Pesticides : les raisons d’une addiction française


Article paru dans l’édition du 28.10.12 du Monde

Les coopératives dont dépendent les agriculteurs pour écouler leurs récoltes portent une part de responsabilité

Au troisième rang mondial derrière les Etats-Unis et le Japon, la France est une championne de la consommation de produits phytosanitaires en tous genres, herbicides en tête. Avec les Pays-Bas et la Belgique, elle forme le trio des pays européens les plus gourmands en pesticides rapporté à l’hectare cultivé.

L’importance des terres arables n’explique pas tout.
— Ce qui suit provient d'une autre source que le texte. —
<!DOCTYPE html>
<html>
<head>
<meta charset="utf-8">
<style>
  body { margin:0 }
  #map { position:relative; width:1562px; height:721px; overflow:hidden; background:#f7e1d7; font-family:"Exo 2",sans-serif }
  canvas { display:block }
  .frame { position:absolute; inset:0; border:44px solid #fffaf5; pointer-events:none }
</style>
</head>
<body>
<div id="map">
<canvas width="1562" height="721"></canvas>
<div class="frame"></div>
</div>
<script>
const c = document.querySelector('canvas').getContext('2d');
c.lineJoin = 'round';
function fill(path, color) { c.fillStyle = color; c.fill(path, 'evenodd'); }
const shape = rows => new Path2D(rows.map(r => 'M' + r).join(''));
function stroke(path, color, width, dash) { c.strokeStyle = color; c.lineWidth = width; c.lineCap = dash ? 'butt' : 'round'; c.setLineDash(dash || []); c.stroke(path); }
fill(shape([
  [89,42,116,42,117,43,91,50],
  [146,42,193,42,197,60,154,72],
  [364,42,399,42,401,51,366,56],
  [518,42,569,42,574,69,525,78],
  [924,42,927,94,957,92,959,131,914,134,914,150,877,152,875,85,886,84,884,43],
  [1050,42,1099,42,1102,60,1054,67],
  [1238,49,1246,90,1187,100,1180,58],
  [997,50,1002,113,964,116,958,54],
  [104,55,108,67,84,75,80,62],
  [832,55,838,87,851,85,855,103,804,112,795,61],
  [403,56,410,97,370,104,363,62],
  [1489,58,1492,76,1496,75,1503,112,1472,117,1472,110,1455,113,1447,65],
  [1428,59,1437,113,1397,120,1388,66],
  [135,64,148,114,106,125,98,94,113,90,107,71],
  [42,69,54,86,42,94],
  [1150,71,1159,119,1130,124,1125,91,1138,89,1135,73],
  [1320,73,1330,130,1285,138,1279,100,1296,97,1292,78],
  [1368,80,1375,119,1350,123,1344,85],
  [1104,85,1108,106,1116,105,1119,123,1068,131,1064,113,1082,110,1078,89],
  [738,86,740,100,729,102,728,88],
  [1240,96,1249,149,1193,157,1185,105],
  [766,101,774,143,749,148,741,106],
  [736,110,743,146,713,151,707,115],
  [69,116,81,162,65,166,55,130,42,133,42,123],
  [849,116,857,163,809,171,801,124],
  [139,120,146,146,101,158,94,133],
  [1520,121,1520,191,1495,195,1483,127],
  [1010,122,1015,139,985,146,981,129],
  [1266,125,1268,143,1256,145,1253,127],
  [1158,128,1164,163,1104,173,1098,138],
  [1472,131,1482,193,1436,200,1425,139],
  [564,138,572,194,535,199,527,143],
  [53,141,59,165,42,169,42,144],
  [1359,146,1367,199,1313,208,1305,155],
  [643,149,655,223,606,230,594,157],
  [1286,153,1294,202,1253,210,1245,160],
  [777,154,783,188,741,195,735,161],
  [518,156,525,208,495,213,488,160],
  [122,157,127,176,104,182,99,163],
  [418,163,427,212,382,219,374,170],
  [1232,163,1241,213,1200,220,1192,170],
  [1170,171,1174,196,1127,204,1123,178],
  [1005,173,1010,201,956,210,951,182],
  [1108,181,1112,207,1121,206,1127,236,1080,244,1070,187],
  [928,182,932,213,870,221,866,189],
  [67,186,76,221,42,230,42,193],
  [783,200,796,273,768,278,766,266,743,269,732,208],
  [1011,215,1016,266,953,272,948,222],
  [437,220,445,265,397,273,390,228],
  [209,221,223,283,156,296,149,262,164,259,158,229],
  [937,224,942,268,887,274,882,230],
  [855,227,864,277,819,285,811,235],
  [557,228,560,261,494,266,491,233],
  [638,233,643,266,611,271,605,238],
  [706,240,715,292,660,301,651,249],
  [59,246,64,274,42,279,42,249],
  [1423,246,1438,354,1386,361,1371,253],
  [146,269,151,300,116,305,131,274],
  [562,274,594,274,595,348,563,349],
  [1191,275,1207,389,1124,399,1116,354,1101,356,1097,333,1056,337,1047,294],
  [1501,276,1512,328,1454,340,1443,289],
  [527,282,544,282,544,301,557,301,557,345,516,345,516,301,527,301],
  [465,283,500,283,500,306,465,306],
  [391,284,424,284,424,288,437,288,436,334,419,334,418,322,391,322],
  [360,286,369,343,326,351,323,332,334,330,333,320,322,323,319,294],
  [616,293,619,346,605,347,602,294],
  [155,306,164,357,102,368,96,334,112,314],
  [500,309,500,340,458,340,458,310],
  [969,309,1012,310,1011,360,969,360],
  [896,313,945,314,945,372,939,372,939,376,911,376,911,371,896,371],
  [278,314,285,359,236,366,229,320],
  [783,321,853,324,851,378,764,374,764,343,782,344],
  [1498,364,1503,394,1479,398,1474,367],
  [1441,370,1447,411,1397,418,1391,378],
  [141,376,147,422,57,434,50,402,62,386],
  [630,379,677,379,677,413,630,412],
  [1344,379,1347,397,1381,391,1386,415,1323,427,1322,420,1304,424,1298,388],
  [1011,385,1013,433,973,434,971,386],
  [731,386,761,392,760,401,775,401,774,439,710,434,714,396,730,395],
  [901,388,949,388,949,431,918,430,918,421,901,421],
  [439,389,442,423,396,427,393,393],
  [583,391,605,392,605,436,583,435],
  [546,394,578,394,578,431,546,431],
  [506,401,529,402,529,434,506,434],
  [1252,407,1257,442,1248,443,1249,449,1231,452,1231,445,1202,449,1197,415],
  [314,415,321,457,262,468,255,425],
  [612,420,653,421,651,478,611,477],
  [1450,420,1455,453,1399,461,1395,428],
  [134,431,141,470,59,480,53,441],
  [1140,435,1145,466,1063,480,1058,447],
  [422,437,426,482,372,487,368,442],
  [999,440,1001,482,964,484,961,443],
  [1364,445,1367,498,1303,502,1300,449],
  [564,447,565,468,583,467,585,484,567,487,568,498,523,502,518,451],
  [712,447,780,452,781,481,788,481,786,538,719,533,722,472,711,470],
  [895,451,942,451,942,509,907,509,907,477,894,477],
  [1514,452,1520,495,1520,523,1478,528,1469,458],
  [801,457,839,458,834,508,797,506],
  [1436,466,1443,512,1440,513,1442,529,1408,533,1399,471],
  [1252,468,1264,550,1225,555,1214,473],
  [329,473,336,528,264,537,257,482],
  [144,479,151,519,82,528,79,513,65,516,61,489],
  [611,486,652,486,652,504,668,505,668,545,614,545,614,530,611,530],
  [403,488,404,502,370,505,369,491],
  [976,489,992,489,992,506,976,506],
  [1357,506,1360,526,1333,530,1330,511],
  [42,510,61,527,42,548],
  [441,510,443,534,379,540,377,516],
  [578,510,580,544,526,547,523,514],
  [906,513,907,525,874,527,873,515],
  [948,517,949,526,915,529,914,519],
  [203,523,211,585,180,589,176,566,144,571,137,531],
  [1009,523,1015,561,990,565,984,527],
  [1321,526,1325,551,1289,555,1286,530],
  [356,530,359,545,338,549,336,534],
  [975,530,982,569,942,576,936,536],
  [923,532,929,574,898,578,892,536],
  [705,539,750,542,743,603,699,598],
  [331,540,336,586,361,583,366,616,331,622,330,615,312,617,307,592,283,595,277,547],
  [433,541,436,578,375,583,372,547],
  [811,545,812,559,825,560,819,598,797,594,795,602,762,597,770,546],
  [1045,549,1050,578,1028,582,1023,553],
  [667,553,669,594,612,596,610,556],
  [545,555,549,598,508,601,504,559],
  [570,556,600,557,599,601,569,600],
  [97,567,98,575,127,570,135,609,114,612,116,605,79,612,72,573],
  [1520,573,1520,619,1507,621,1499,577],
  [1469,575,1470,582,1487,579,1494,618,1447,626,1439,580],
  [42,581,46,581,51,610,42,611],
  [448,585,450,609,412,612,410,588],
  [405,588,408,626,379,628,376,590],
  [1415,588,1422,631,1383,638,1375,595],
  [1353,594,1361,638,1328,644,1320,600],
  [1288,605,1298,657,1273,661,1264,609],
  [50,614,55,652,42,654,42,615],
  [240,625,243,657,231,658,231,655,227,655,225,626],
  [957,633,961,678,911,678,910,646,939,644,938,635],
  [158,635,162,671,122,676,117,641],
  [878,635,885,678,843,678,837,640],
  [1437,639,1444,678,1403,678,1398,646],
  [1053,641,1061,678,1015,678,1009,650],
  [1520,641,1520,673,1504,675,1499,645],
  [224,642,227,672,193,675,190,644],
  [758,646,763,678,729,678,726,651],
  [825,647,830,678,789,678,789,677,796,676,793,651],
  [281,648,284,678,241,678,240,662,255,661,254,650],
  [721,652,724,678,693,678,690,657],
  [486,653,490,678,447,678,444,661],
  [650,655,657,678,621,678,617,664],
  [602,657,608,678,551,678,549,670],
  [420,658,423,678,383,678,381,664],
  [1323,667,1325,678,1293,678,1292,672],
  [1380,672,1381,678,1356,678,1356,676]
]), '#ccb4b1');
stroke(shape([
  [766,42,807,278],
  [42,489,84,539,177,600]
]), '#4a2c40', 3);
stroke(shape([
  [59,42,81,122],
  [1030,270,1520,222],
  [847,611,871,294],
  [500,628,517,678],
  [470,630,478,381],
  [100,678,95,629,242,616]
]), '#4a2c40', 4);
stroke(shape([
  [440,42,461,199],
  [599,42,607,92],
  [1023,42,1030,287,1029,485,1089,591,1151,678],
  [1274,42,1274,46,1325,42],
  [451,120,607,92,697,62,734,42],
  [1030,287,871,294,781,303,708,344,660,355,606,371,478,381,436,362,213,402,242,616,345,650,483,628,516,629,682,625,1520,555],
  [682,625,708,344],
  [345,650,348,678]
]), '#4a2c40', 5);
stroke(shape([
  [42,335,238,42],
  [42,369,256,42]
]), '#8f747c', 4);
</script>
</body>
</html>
Il existe en France une forme de reconnaissance envers ces substances qui ont soutenu la modernisation radicale de l’agriculture à partir des années 1950. Appauvrissement des sols, phénomènes de résistances des « ravageurs » et surtout dégradation inquiétante de la qualité de l’eau : le revers de la médaille se révèle aujourd’hui. Quant aux répercussions sur la santé, les adeptes de l’agriculture intensive – qui achètent 93 % des produits phytosanitaires du marché national – sont les premiers à en pâtir.

Lancé en 2008 à l’issue du Grenelle de l’environnement, le plan gouvernemental Ecophyto s’est fixé pour ambition de réduire de moitié l’usage des pesticides d’ici à 2 018. Mais les ventes ont continué de grimper de 2,6 % entre 2008 et 2011… Seules les substances les plus dangereuses ont fortement diminué… parce que l’Union européenne (UE) a imposé le retrait du marché de 53 d’entre elles. Le bilan est si décourageant et l’objectif jugé si inatteignable que le ministre de l’agriculture, Stéphane Le Foll, a un temps hésité avant de le reprendre à son compte.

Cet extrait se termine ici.